§ **Dataset entries**:
_ _ _ _

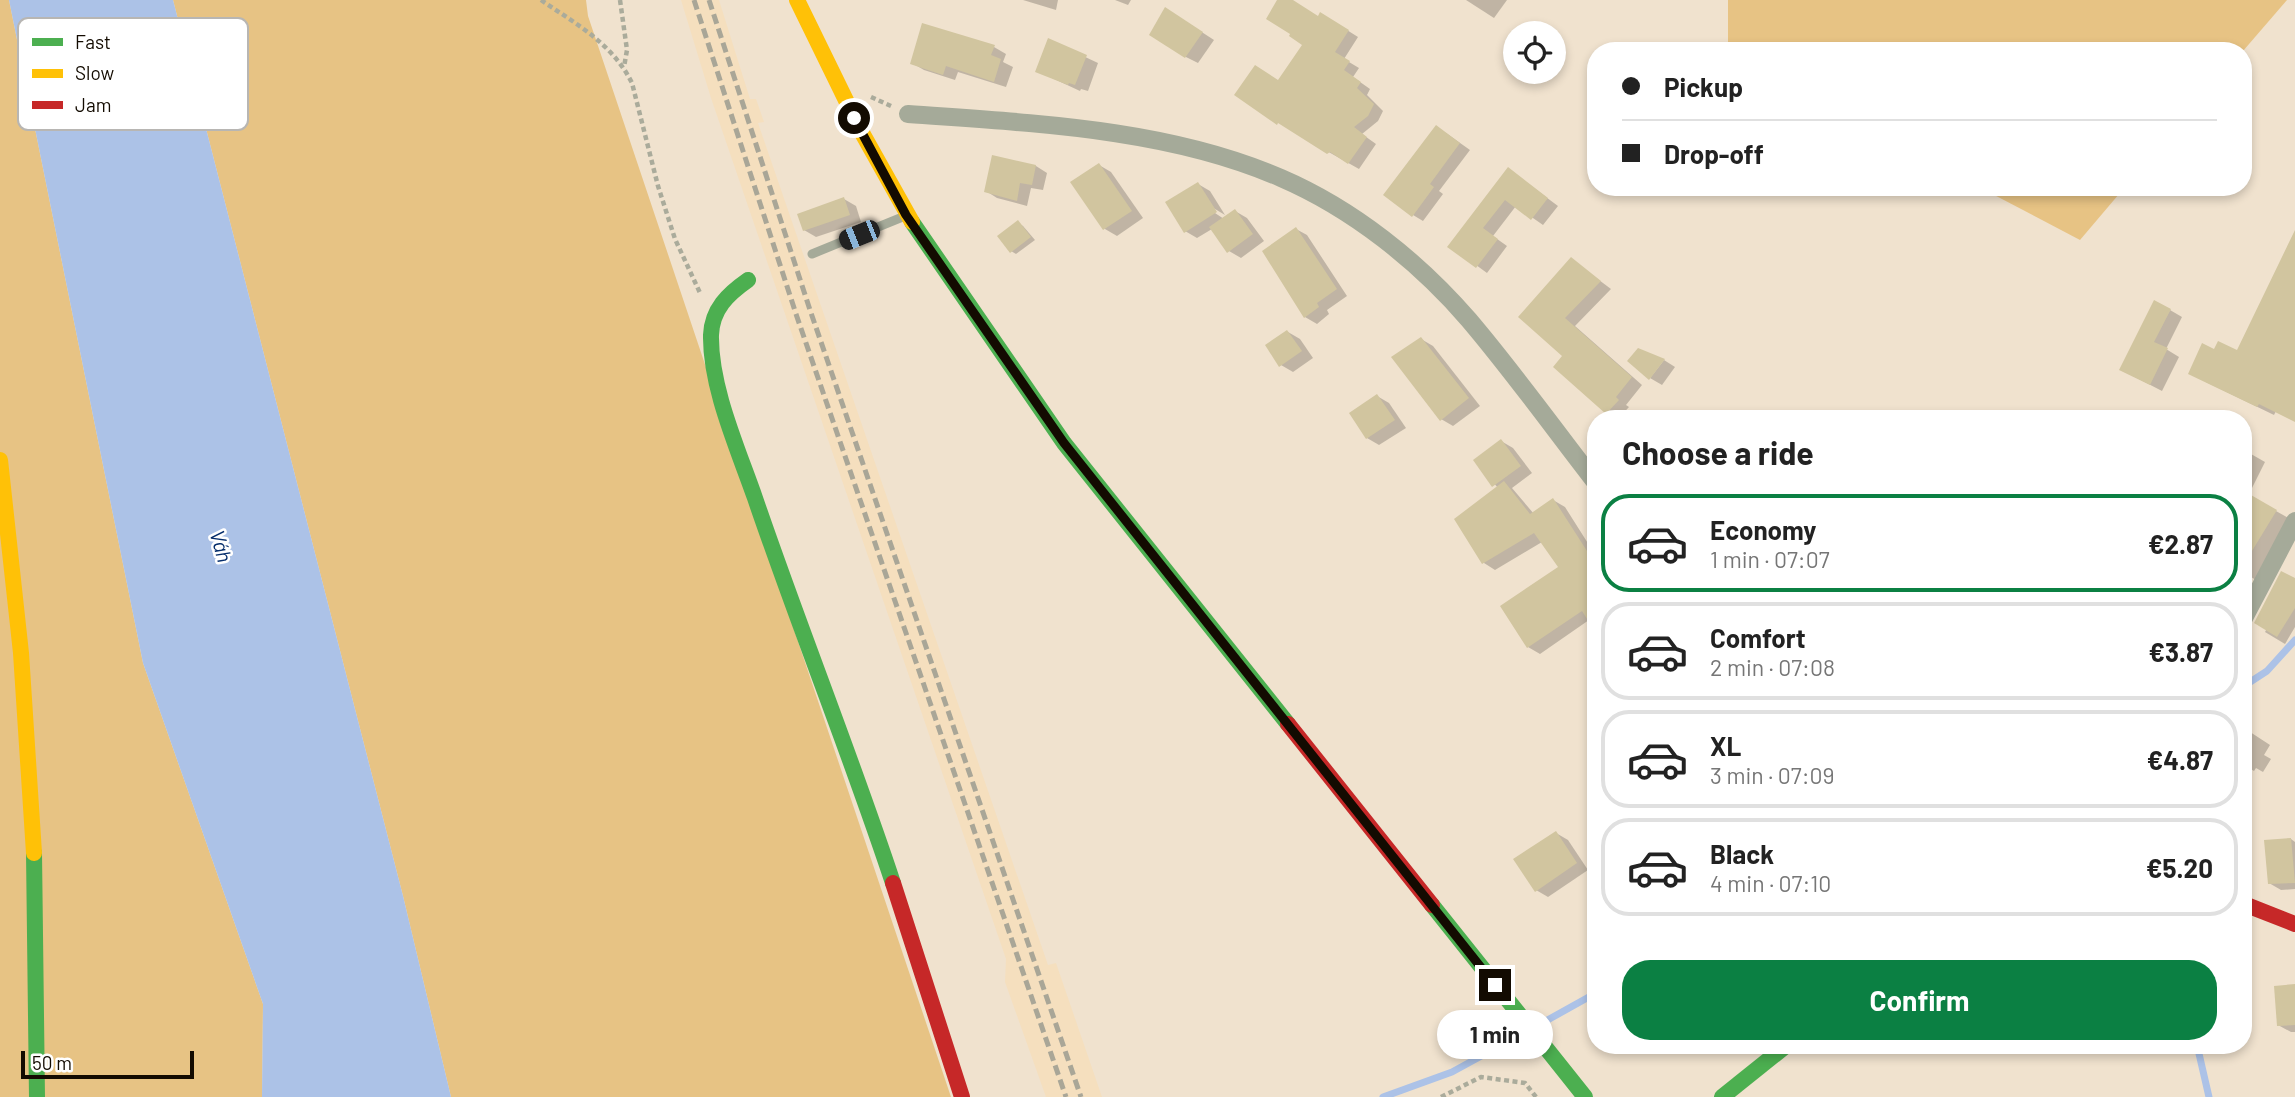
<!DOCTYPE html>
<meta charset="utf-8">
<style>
body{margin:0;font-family:Barlow,sans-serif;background:#f6f6f6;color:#222;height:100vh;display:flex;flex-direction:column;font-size:26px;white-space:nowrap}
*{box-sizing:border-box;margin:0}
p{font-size:23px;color:#767676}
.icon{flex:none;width:38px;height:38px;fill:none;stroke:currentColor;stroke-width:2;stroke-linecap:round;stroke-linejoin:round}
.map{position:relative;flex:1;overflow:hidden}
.drawer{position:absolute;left:1587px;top:410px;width:665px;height:644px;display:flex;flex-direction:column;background:#fff;border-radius:28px;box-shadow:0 4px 10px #0003}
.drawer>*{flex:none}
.guide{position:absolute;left:1587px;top:42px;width:665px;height:154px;border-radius:28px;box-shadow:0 4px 10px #0003;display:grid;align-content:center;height:154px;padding:0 35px;background:#fff}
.fabs{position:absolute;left:1503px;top:21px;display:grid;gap:14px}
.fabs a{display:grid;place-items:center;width:63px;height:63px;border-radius:50%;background:#fff;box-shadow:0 4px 10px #0003;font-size:35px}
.scale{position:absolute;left:21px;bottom:18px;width:173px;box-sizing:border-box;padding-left:7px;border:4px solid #130b01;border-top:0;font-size:19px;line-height:24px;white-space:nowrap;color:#130b01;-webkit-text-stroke:5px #fff;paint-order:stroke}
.end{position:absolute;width:32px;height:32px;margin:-16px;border:9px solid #130b01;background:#fff;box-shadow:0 0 0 4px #fff}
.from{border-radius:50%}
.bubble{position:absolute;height:49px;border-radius:24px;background:#fff;box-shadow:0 4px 10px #0003;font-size:23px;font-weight:700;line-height:49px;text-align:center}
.car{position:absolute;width:21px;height:42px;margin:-21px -10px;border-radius:9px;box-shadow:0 0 5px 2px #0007;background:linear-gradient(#222 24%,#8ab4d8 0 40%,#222 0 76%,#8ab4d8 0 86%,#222 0)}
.guide b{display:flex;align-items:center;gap:24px;height:66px;font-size:26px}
.guide b+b{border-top:2px solid #e0e0e0}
.guide i{width:18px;height:18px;background:#222}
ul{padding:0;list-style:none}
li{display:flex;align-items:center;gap:21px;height:98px;margin:0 14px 10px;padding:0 21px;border:4px solid #e0e0e0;border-radius:28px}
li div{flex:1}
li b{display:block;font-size:26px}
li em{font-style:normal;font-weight:700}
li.on{border-color:#0b8043}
li>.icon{width:63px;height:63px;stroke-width:1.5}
h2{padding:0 35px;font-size:32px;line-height:84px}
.primary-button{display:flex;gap:14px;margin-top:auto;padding:14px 35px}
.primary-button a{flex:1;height:80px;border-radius:28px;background:#0b8043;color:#fff;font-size:28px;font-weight:700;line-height:80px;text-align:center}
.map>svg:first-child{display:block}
.built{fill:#f5dfbe}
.forest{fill:#e7c384}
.water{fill:#acc2e7}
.shadow{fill:#0003}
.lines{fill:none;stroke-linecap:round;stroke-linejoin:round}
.stream{stroke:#acc2e7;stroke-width:7}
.building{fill:#d1c59f}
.path{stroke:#aaab9b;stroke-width:4.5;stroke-dasharray:5 3.5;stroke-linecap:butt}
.lane{stroke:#a5aa99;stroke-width:9}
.street{stroke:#a5aa99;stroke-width:18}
.fast{stroke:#4caf50;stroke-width:16}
.slow{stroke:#ffc107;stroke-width:16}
.jam{stroke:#c62828;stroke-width:16}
.rail{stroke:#a9a697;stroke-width:5;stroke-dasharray:10 5;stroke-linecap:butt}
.route{stroke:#130b01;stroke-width:9}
.labels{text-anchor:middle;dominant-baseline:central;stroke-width:5;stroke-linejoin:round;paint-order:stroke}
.water-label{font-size:21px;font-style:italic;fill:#062e6c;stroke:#fff}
.key{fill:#fff;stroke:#b8b6b3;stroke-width:2}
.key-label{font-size:19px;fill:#130b01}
</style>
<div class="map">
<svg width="2295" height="1097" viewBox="0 0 2295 1097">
<rect width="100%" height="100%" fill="#f0e2ce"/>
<path class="built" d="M681,0H719L750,99H756L764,122L758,123L1048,965L1056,963L1102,1097H1046L1005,982L1006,959L711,98Z"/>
<g class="forest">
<path d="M0,0H9L143,663L263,1004L262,1097H0Z"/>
<path d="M173,0H586L588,16L951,1097H451L403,896Z"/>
<path d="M1728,0H2287L2243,51H1728Z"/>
<path d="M1979,187H2125L2080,240Z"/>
</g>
<path class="water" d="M9,0H173L403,896L451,1097H262L263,1004L143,663Z"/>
<g class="shadow">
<path d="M1023,0H1058L1056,10Z"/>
<path d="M1115,0H1131L1128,5Z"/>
<path d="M1279,0L1319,18L1331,20L1358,37L1344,59L1359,68L1353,77L1370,89L1367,95L1383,111L1378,121L1362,134L1376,144L1359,169L1309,141L1279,82L1304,44Z"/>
<path d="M1466,0H1507L1494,18Z"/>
<path d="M1177,16L1214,40L1198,63L1186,57Z"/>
<path d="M1049,40L1098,63L1088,91L1081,89L1080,91L1037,71Z"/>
<path d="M994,47L1006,54L1003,62L1013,67L1006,87L958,72L955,80L924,70L912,63Z"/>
<path d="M1446,133L1470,150L1439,191L1443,194L1423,221L1413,215Z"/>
<path d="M993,158L1036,166L1047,173L1043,190L1031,188L1027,206L997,198L986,191Z"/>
<path d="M1099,165L1111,172L1143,218L1117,236L1105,229L1073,182Z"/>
<path d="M1508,169L1558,206L1543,225L1516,206L1493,236L1507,246L1487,273L1450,246Z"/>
<path d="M1198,184L1210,191L1225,215L1210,206L1209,209L1224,219L1235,211L1247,218L1264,241L1241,258L1229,251L1212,229L1197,238L1185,231Z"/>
<path d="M844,199L856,206L861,222L816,237L804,230Z"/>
<path d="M1018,223L1023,226L1035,240L1016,254L1011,251Z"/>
<path d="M1296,229L1307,235L1347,296L1327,310L1329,314L1317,324L1305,317L1264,252Z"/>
<path d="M2295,255V421L2276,411L2274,415L2206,382L2215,351L2238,352Z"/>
<path d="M1571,259L1611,289L1575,326L1642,385L1626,405L1629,407L1619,418L1607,413L1565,356L1521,317Z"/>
<path d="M2170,310L2182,317L2166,349L2179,357L2162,391L2133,376Z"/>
<path d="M1288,332L1300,339L1313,358L1293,372L1281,365Z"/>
<path d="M1421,339L1433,346L1480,406L1453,426L1441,419Z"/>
<path d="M1664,360L1675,367L1662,385L1650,378Z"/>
<path d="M1377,396L1389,403L1406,428L1379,445L1367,438Z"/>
<path d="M1501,441L1513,448L1532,473L1512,488L1534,514L1553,500L1565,507L1596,556V629L1589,620L1540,654L1528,647L1561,567L1542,542L1495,570L1484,563L1498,488L1475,461Z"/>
<path d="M2244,450L2265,462L2252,488L2244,483Z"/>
<path d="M2253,498L2290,519L2256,580L2244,573V514Z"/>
<path d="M2295,580V627L2285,644L2265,632Z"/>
<path d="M2244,728L2270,745L2264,755L2271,759L2263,772L2256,768L2254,771L2244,765Z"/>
<path d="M1556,833L1568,840L1588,870L1548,897L1536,890Z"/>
<path d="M2291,839L2295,842V889L2281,890L2269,883Z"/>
<path d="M2244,973L2251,1008L2244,1009Z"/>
<path d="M2295,987V1032H2291L2278,1025Z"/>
</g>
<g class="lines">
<g class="stream">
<path d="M2244,686L2267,671L2295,640"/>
<path d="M1535,1027L1596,993"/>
<path d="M2197,1045L2209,1097"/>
<path d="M1383,1097L1452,1072L1525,1032"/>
</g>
</g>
<g class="building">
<path d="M1277,0H1293L1318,16L1320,12L1349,30L1335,52L1350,61L1344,70L1361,82L1357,88L1374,104L1368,116L1354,127L1367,137L1348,164L1330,152L1327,154L1278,123L1277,125L1234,95L1255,65L1278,80L1302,45L1289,36L1290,34L1266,19Z"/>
<path d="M1165,7L1203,32L1185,58L1149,35Z"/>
<path d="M922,23L995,45L991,55L1001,59L994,82L946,66L943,75L910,64Z"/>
<path d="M1048,38L1087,55L1075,85L1069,83L1068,85L1035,72Z"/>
<path d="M1436,125L1460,143L1430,184L1434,187L1412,217L1383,195Z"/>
<path d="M992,155L1036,165L1032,185L1020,183L1017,201L984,192Z"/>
<path d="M1099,163L1132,211L1103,230L1070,182Z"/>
<path d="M1508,167L1548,198L1531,220L1505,200L1483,228L1498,239L1476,268L1447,247Z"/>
<path d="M1198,182L1217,212L1184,233L1165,202Z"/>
<path d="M844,197L850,215L803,231L797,214Z"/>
<path d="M1235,209L1253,234L1227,253L1209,227Z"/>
<path d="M1018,220L1031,237L1010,253L997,236Z"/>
<path d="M1296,227L1337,289L1317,303L1319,307L1304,318L1262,251Z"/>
<path d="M2295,230V422L2259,404L2257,407L2188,374L2202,343L2214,349L2218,341L2237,350Z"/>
<path d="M1571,257L1601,281L1565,318L1632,377L1616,397L1619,400L1606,414L1553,367L1562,356L1518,317Z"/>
<path d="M2154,300L2171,309L2154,342L2168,348L2150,385L2119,370Z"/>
<path d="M1287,330L1302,351L1279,367L1265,345Z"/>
<path d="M1421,337L1469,398L1440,421L1391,357Z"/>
<path d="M1638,348L1665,359L1649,380L1627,361Z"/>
<path d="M1377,394L1395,420L1366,439L1349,413Z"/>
<path d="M1501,439L1521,466L1492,487L1473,460Z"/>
<path d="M1504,481L1530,514L1553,498L1596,565V633L1582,611L1527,648L1500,606L1558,567L1534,533L1482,564L1454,519Z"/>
<path d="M2244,491L2277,510L2244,564Z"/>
<path d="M2281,571L2295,578V608L2277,637L2254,623Z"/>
<path d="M1556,831L1577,863L1535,892L1513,859Z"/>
<path d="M2291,838L2295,883L2268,884L2264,840Z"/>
<path d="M2295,984V1025L2277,1026L2274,986Z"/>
</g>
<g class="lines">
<g class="path">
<path d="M541,0C576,24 612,43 632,83L658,186L675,239L701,295"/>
<path d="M620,0L627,50L624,67"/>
<path d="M871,97L891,106"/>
<path d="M1441,1097L1481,1077L1525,1083L1536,1097"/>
</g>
<path class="lane" d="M812,254L905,216"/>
<g class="street">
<path d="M908,114C1030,123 1167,128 1281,178C1353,209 1419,262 1469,320C1514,373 1554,429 1596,483"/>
<path d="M2244,618L2295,521"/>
</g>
<g class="fast">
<path d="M912,222L1064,443L1288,724"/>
<path d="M748,280C728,294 712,309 711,335C710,387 738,449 755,498C799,627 850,753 893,883"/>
<path d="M34,853L37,1097"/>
<path d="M1432,905L1585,1097"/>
<path d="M1722,1097L1787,1045"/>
</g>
<g class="slow">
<path d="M797,0L861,131L912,222"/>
<path d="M0,460L21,653L34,853"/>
</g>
<g class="jam">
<path d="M1288,724L1432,905"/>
<path d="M893,883L962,1097"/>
<path d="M2244,904L2295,924"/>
</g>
<g class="rail">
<path d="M694,0L796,314L1066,1097"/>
<path d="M709,0L810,310L1081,1097"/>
</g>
</g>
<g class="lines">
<path class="route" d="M854,118L906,215L1064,443L1495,985"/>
</g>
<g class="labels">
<g class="water-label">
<text transform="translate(222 546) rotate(74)">Váh</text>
</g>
</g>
<rect x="18" y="18" width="230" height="112" rx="10" class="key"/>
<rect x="32" y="38" width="31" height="8" fill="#4caf50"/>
<rect x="32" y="69" width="31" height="9" fill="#ffc107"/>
<rect x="32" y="101" width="31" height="8" fill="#c62828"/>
<g class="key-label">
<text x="75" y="49">Fast</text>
<text x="75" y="80">Slow</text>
<text x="75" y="112">Jam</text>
</g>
</svg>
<div class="fabs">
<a><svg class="icon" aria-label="locate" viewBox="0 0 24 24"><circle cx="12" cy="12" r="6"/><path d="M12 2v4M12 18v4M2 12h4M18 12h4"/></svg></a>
</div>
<div class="scale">50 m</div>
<i class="end from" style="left:854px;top:118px"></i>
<i class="end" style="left:1495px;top:985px"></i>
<div class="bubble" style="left:1437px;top:1010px;width:116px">1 min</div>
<i class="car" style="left:859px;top:235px;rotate:248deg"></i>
<div class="guide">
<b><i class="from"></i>Pickup</b>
<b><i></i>Drop-off</b>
</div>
<section class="drawer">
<h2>Choose a ride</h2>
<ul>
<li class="on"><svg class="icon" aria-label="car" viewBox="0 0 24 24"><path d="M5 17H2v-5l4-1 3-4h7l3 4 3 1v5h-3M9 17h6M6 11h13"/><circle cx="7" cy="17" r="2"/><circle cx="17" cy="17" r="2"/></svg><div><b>Economy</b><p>1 min · 07:07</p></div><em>€2.87</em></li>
<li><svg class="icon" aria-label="car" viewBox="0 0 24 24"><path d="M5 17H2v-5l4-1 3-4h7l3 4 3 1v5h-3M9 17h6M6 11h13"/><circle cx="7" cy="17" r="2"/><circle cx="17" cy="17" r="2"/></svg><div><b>Comfort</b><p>2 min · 07:08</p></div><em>€3.87</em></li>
<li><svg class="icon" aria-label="car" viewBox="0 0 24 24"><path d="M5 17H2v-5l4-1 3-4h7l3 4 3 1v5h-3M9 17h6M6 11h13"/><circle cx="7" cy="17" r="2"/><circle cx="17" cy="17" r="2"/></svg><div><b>XL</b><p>3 min · 07:09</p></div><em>€4.87</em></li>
<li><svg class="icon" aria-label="car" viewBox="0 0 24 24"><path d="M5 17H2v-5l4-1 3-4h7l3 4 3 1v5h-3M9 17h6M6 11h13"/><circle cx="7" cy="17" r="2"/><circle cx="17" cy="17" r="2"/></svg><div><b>Black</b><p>4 min · 07:10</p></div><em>€5.20</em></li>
</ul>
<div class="primary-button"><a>Confirm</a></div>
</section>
</div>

_ _ _ _

§ **To do**: From the data above, report how many lines include the string "bubble". The number alone will do.

§ **Output of the task**: 2